- Shotaro Kaneda, as illustrated by Katsuhiro Otomo
- First appearance: Akira: "Tetsuo" (1982)
- Created by: Katsuhiro Otomo
- Voiced by: Japanese: Mitsuo Iwata English: Cam Clarke (Electric Media/Streamline dub) Johnny Yong Bosch (Animaze/Pioneer dub)

= Shotaro Kaneda =

Shotaro Kaneda (金田 正太郎, Kaneda Shōtarō) is the main protagonist of the manga series Akira, written by Katsuhiro Otomo. He is an antiheroic, brash, carefree delinquent and the leader of a motorcycle gang.
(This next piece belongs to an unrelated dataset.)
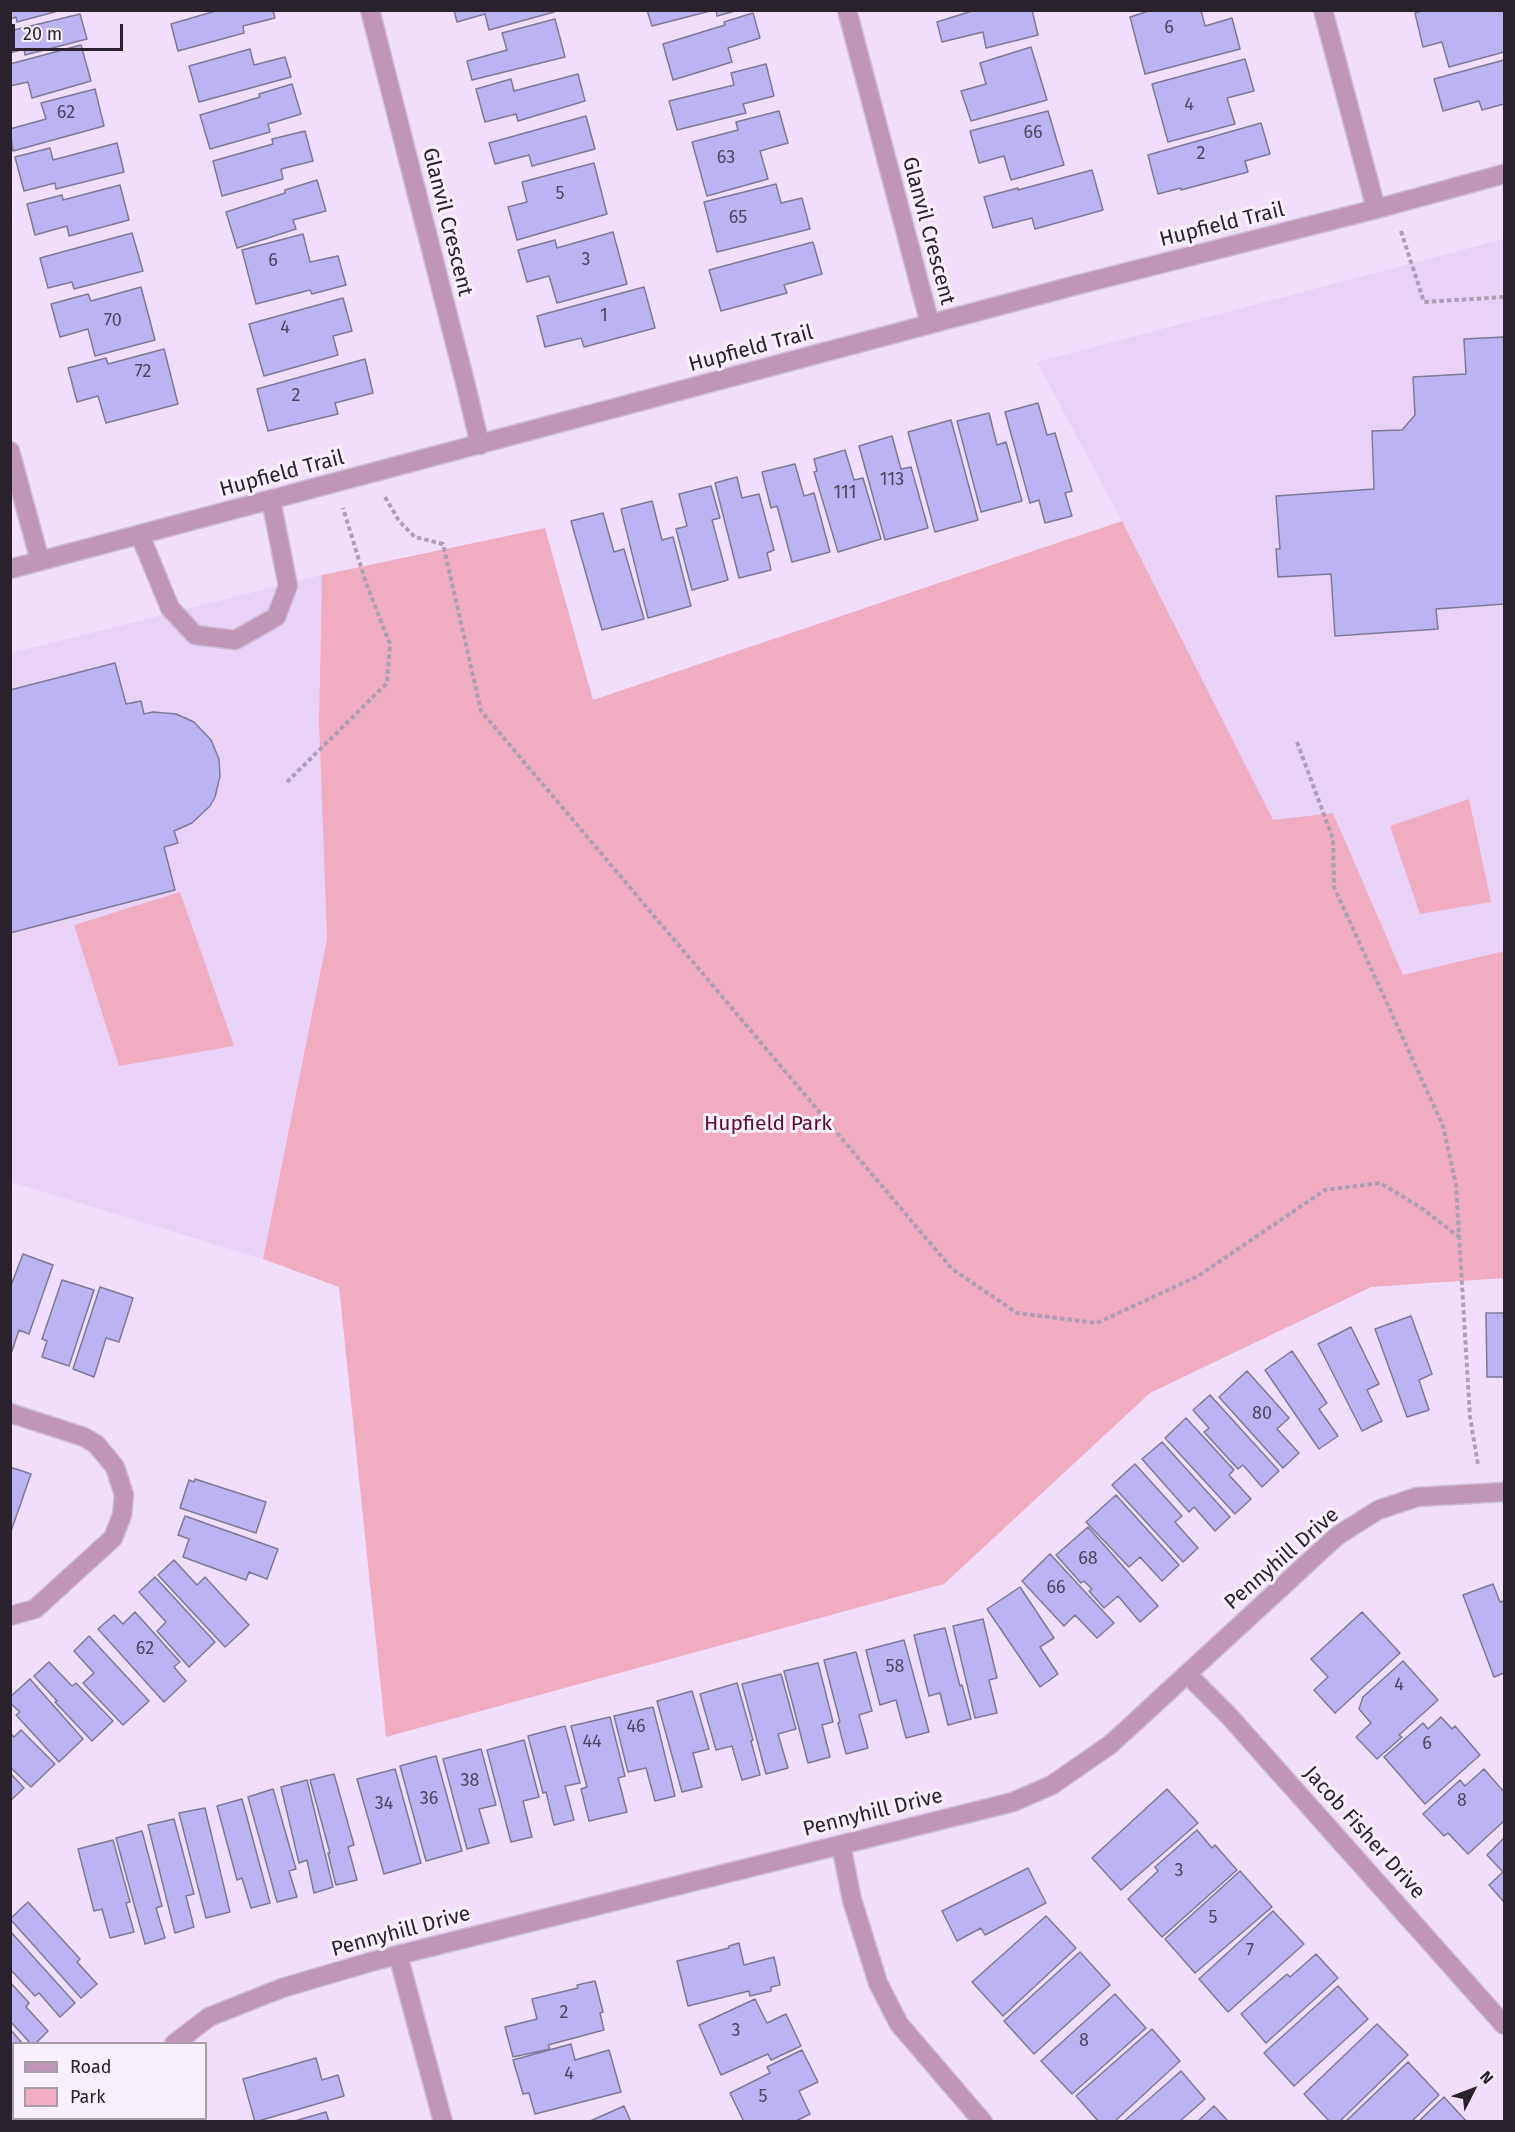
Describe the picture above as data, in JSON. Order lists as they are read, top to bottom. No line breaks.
{"streets":{"street":["Glanvil Crescent","Hupfield Trail","Pennyhill Drive","Jacob Fisher Drive"]},"crossings":[["Glanvil Crescent","Hupfield Trail"],["Pennyhill Drive","Jacob Fisher Drive"]],"parks":["Hupfield Park"],"house_numbers":["6","4","62","66","2","63","5","65","3","6","1","70","4","72","2","113","111","80","68","66","62","58","4","46","44","6","38","36","8","34","3","5","7","2","3","8","4","5"],"legend":["Road","Park"],"scale_bar":"20 m","north":"top right"}
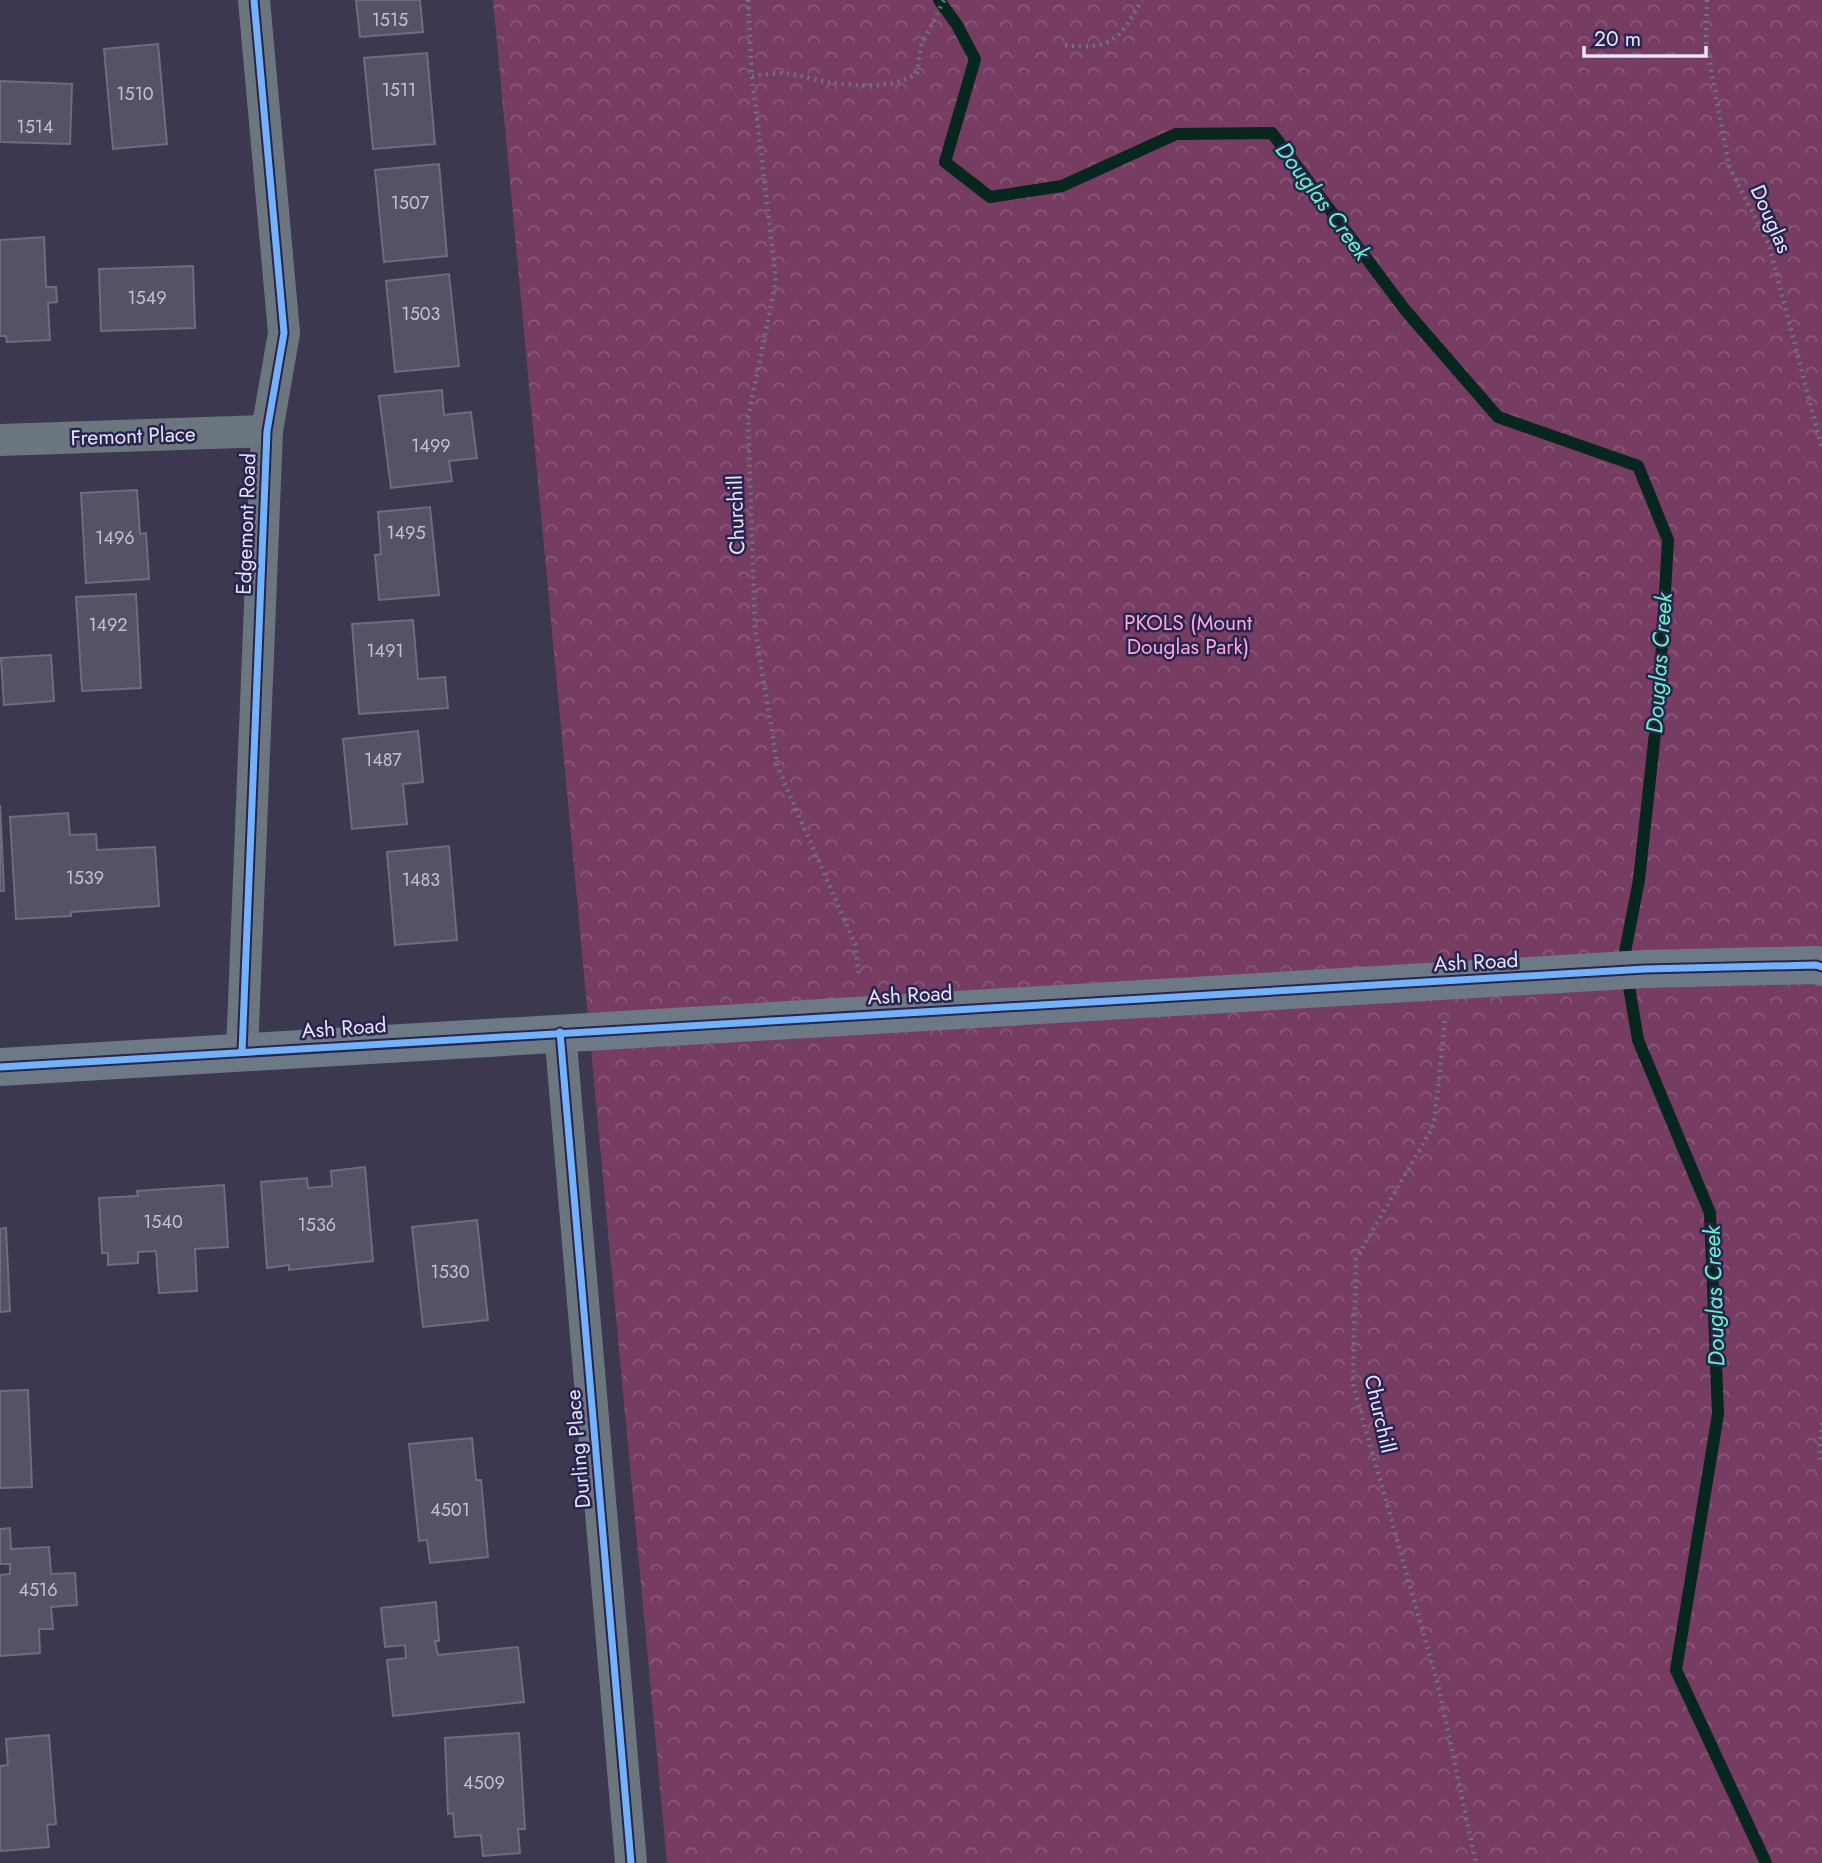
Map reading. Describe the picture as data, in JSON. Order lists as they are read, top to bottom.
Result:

Kaneda is best friends with Tetsuo Shima, a member who he has known since childhood, but their friendship was ruined after Tetsuo gained and abused his psychic powers. He becomes involved with the terrorist resistance movement and forms an attraction for their member Kei, which eventually develops into a strong romantic bond between the two. Kaneda eventually takes it upon himself to fight Tetsuo before he continues killing other people.

Inspired by Tetsujin 28-go, Otomo created Kaneda's characterization based on his own youth. Otomo drew his fight scenes with a gun and bike carefully to avoid making him look too cool. to The character was voiced by Mitsuo Iwata in Japanese while Cam Clarke and Johnny Yong Bosch replaced him for the two English dubs.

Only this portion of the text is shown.